We need to ask the HTML tag object (
tag)
whether it has a width or a height attribute.
The
tag object is an instance of the wxHtmlTag class in wxWidgets
and has several methods for accessing its information. See the documentation.
We can use
tag$HasParam("width")
to see if it has an attribute/parameter named "width".
If this returns
TRUE, we get the value with
tag$GetParam("width")
and the coerce it to an integer.
Since the values are expected to be numbers,
we can also use
getParamNumber()
and provide a default value and a method to coerce the string
value if it is present to the target type, an integer.
getParamNumber(tag, "width", -1, as.integer)
|
|---|
Note that when we use -1 for a size dimension, wxWidgets
will understand that as a default value and determine the
correct value rather than interpreting that value literally
as a dimension!
So we can change our function slightly to use any
width and height attributes as
sz = c(getParamNumber(tag, "width", -1), getParamNumber(tag, "height", -1))
canvas = RwxCanvas(parser$GetWindow(), size = sz)
|
|---|
We can deal with a name attribute also by checking if it
was provided in the HTML tag and if so, accessing its value.
if(tag$HasParam("name"))
name = tag$GetParam("name")
|
|---|
Now the question is what we do with it.
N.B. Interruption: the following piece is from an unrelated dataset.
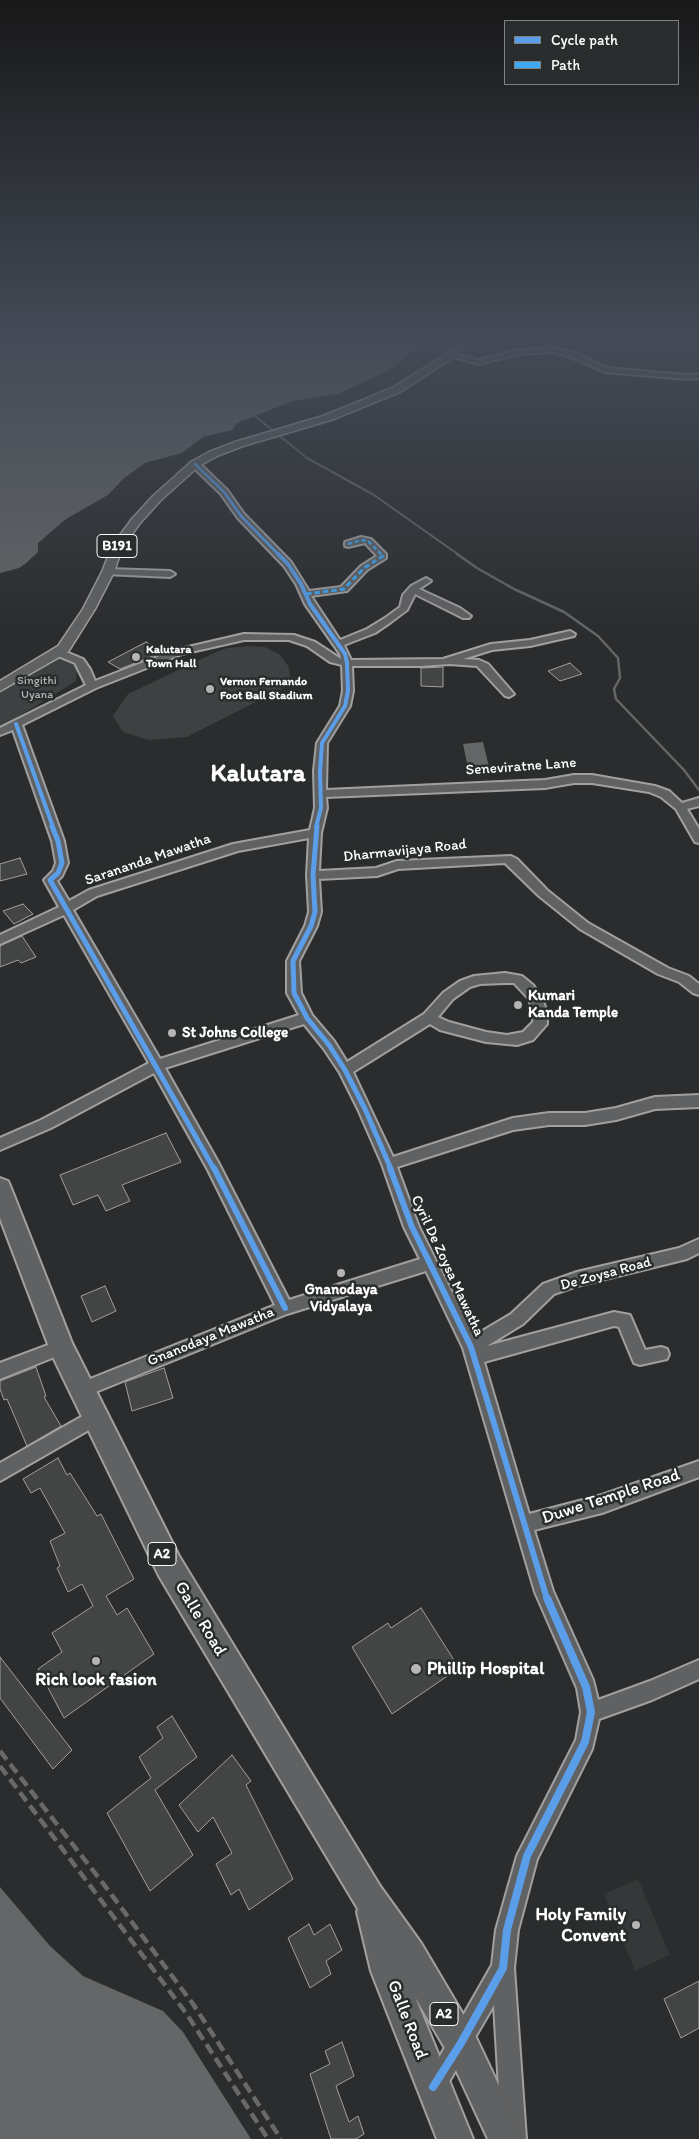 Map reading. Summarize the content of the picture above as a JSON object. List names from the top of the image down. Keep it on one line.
{"streets":{"highway":["A2","Galle Road"],"main road":["B191"],"street":["Seneviratne Lane","Dharmavijaya Road","Sarananda Mawatha","Cyril De Zoysa Mawatha","De Zoysa Road","Gnanodaya Mawatha","Duwe Temple Road"]},"crossings":[["B191","Cyril De Zoysa Mawatha"],["Seneviratne Lane","Cyril De Zoysa Mawatha"],["Dharmavijaya Road","Cyril De Zoysa Mawatha"],["Sarananda Mawatha","Cyril De Zoysa Mawatha"],["Cyril De Zoysa Mawatha","De Zoysa Road"],["Cyril De Zoysa Mawatha","Gnanodaya Mawatha"],["Cyril De Zoysa Mawatha","Duwe Temple Road"],["Cyril De Zoysa Mawatha","Galle Road"],["Gnanodaya Mawatha","Galle Road"]],"districts":["Kalutara"],"parks":["Singithi Uyana"],"places":["Kalutara Town Hall","Vernon Fernando Foot Ball Stadium","Kumari Kanda Temple","St Johns College","Gnanodaya Vidyalaya","Rich look fasion","Phillip Hospital","Holy Family Convent"],"legend":["Cycle path","Path"]}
The intent is that we assign
the value of the local
canvas variable to a globally
accessible variable identified by the value of the "name" attribute,
e.g.
population in our example.
We do this in our function as
if(tag$HasParam("name"))
assign(tag$GetParam("name"), canvas, globalenv())
|
|---|
Precisely where we want the assignment to be done, i.e. in which
environment or symbol table is something we will talk about much
later. Our code above puts it into our work session. If we have two
HTML windows each of which has a device with the same name,
e.g. displaying the same document, we will have problems. So we need
to allow each window have its own private space for these variables
and arrange for the code to look for them appropriately.
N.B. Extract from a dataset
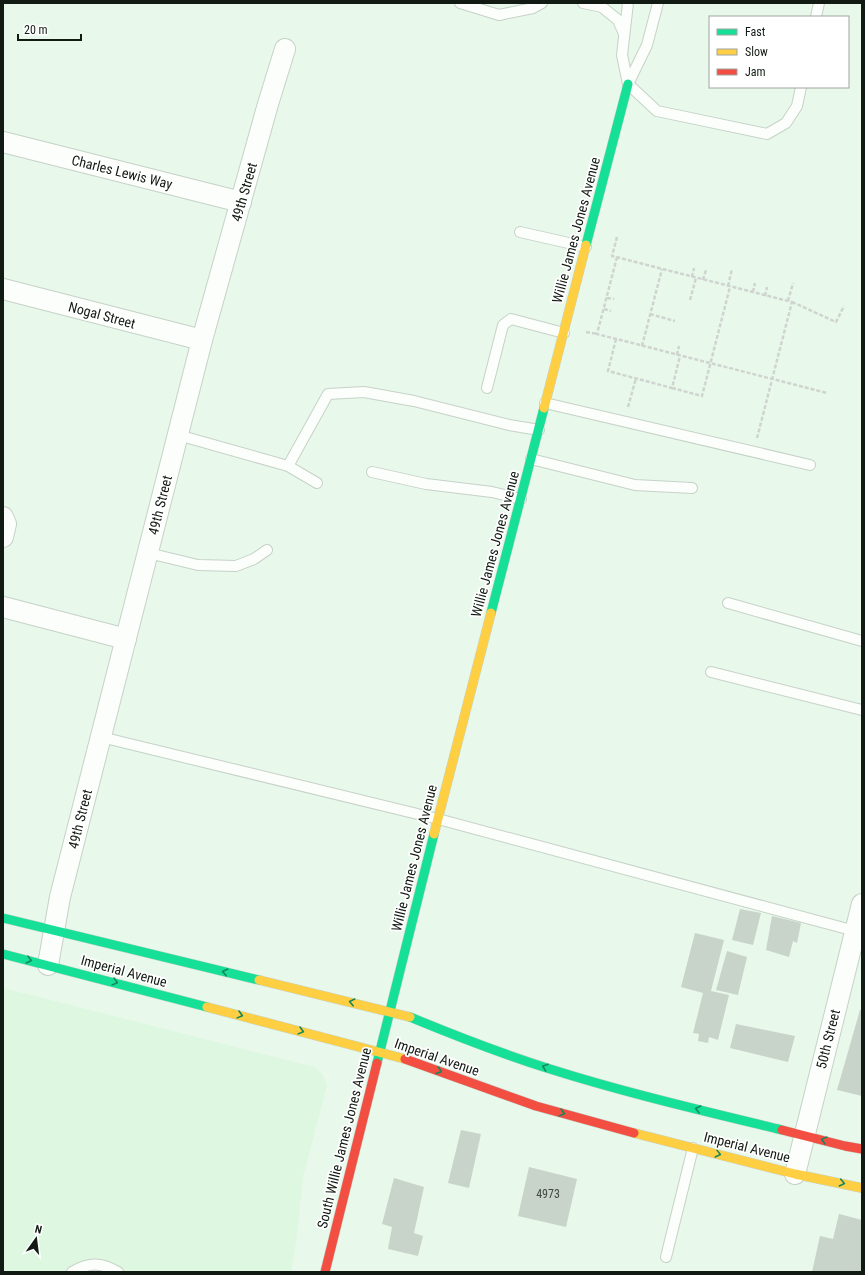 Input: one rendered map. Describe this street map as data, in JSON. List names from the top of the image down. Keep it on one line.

The last bit of work we have to do is to collect up the text within
the <Rdevice> node and treat it as an R command. The code might
be to produce an R plot, or might do some behind the scenes work such
as registering an event handler on the device, etc. From the point of
view of our tag handler function, we don't care what the code does; we
just want to evaluate it as a regular R command. But it is not being
typed at the R prompt or source()'d in from a file. So we need a new
mechanism.
Firstly, we can get the text in the tag using
txt = tag$GetContent(parser)
|
|---|
This a convenience function provided by
RwxWidgets
which does several low-level operations.
The result is that, in our example,
txt contains the
string 'curve(rnorm(x, 0, 1), -3, 3, col = "red")'
We want to evaluate this as if it were typed at
the R prompt.
To do this, we must first parse it to verify that it is
a legal command and to turn it into something R can evaluate.
Then we can evaluate it.
We do this with the code
expr = parse(text = txt)
eval(expr, globalenv())
|
|---|
Note that we have to tell R "where" to evaluate the expression and we
use
globalenv()
for convenience. This controls to what
variables this expression can refer. For example, if it needed to see
the
canvas variable, it would not be able to see it as
that is local to the particular call of our handler function. But
there are ways to tell
eval()
where it should evaluate
the expression so that it could see the variables in our function
call. But then we would have to agree with the users about the names
for identifying the different variables. In this case, if the user
wants to refer to the RwxCanvas object, she should use a "name"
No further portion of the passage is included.